Há alguma área da biotecnologia que não deveria ser desenvolvida, por ser muito perigosa?

É provável que sim, mas quem é que deve decidir isso? E como? Com base em qual agenda? É justamente para responder a esse tipo de pergunta que precisamos de uma rede legítima e internacional de cientistas, com participação dos países em desenvolvimento. Sem isso, a agenda vai ser ditada pelo Hemisfério Norte.

O Norte vê o desenvolvimento da biotecnologia no Sul como uma ameaça?

Sim.
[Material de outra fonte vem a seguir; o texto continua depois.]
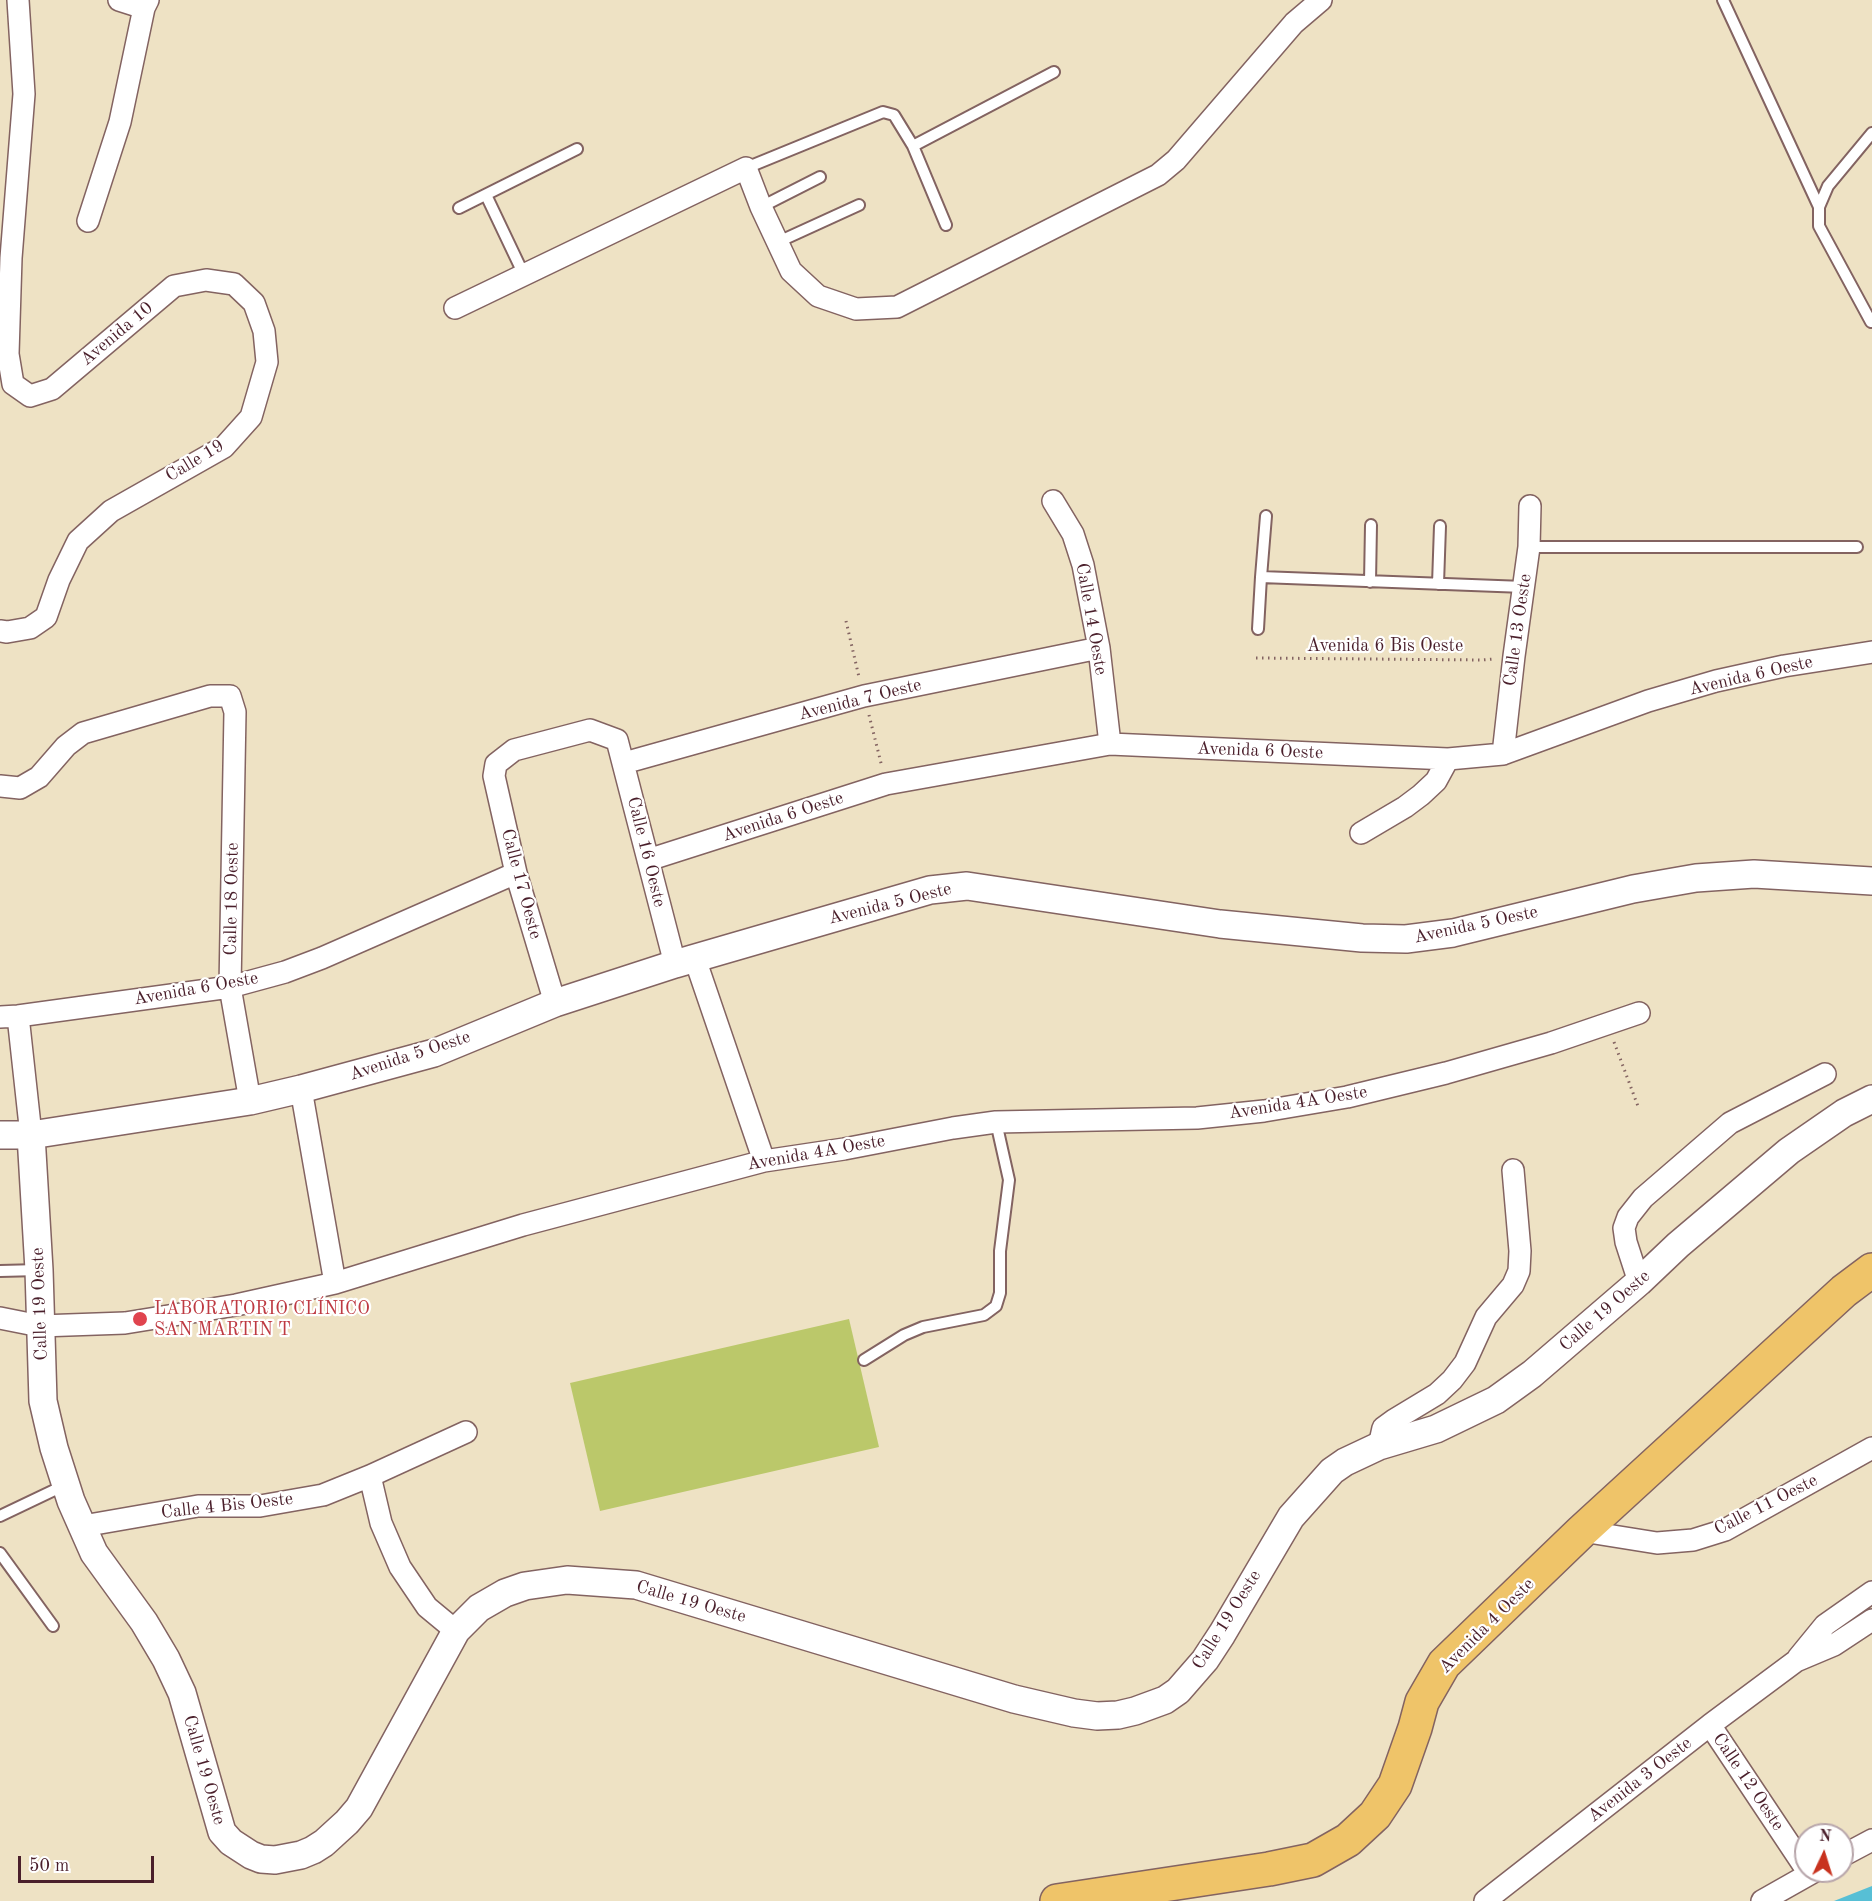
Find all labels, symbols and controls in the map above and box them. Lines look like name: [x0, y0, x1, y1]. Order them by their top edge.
street label: Avenida 10: [76, 297, 158, 371]
street label: Calle 19: [162, 435, 228, 487]
street label: Calle 14 Oeste: [1071, 561, 1111, 677]
street label: Calle 13 Oeste: [1499, 572, 1537, 688]
street label: Avenida 6 Bis Oeste: [1307, 635, 1463, 657]
street label: Avenida 6 Oeste: [1687, 651, 1815, 701]
street label: Avenida 7 Oeste: [796, 674, 924, 726]
street label: Avenida 6 Oeste: [1197, 738, 1323, 764]
street label: Avenida 6 Oeste: [720, 787, 846, 847]
street label: Calle 16 Oeste: [622, 794, 670, 910]
street label: Calle 17 Oeste: [496, 827, 546, 941]
street label: Calle 18 Oeste: [220, 842, 244, 956]
street label: Avenida 5 Oeste: [826, 878, 954, 930]
street label: Avenida 5 Oeste: [1412, 901, 1540, 949]
street label: Avenida 6 Oeste: [132, 967, 260, 1011]
street label: Avenida 5 Oeste: [347, 1026, 473, 1086]
street label: Avenida 4A Oeste: [1227, 1081, 1369, 1125]
street label: Avenida 4A Oeste: [745, 1130, 887, 1176]
street label: Calle 19 Oeste: [27, 1247, 53, 1361]
street label: Calle 19 Oeste: [1555, 1266, 1655, 1356]
place label: LABORATORIO CLÍNICO SAN MARTIN T: [154, 1298, 370, 1340]
marker: LABORATORIO CLÍNICO SAN MARTIN T: [131, 1310, 149, 1328]
street label: Calle 11 Oeste: [1711, 1470, 1821, 1540]
street label: Calle 4 Bis Oeste: [160, 1488, 294, 1524]
street label: Calle 19 Oeste: [1188, 1566, 1266, 1674]
street label: Avenida 4 Oeste: [1435, 1574, 1539, 1678]
street label: Calle 19 Oeste: [634, 1576, 748, 1628]
street label: Calle 19 Oeste: [178, 1713, 230, 1827]
street label: Calle 12 Oeste: [1707, 1729, 1789, 1835]
street label: Avenida 3 Oeste: [1584, 1733, 1696, 1827]
north arrow: [1794, 1823, 1854, 1883]
text: N: [1818, 1829, 1832, 1845]
scale bar: [21, 1844, 158, 1882]
text: 50 m: [29, 1857, 69, 1875]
Não tanto em países mais avançados, como o Brasil, China, Índia e África do Sul, mas principalmente em países mais atrasados, como Egito, Paquistão e outros países asiáticos, que ainda não têm capacidade estabelecida e podem ter seu desenvolvimento dificultado pela agenda do Hemisfério Norte.

Se uma pesquisa produz conhecimento que pode ser usado com finalidades terroristas, a publicação desses resultados deveria ser regulada ou vetada de alguma forma?

Essa é uma questão muito importante sobre a qual as revistas e as associações científicas vêm refletindo há algum tempo. O que será melhor: a luz do conhecimento, ou a escuridão? Achamos que o melhor é difundir o conhecimento, cercado de boa infra-estrutura regulatória e de redes de comunicação, para que os cientistas possam praticar a ciência do bem e evitar o uso da ciência para o mal. Quanto mais conhecimento, melhor.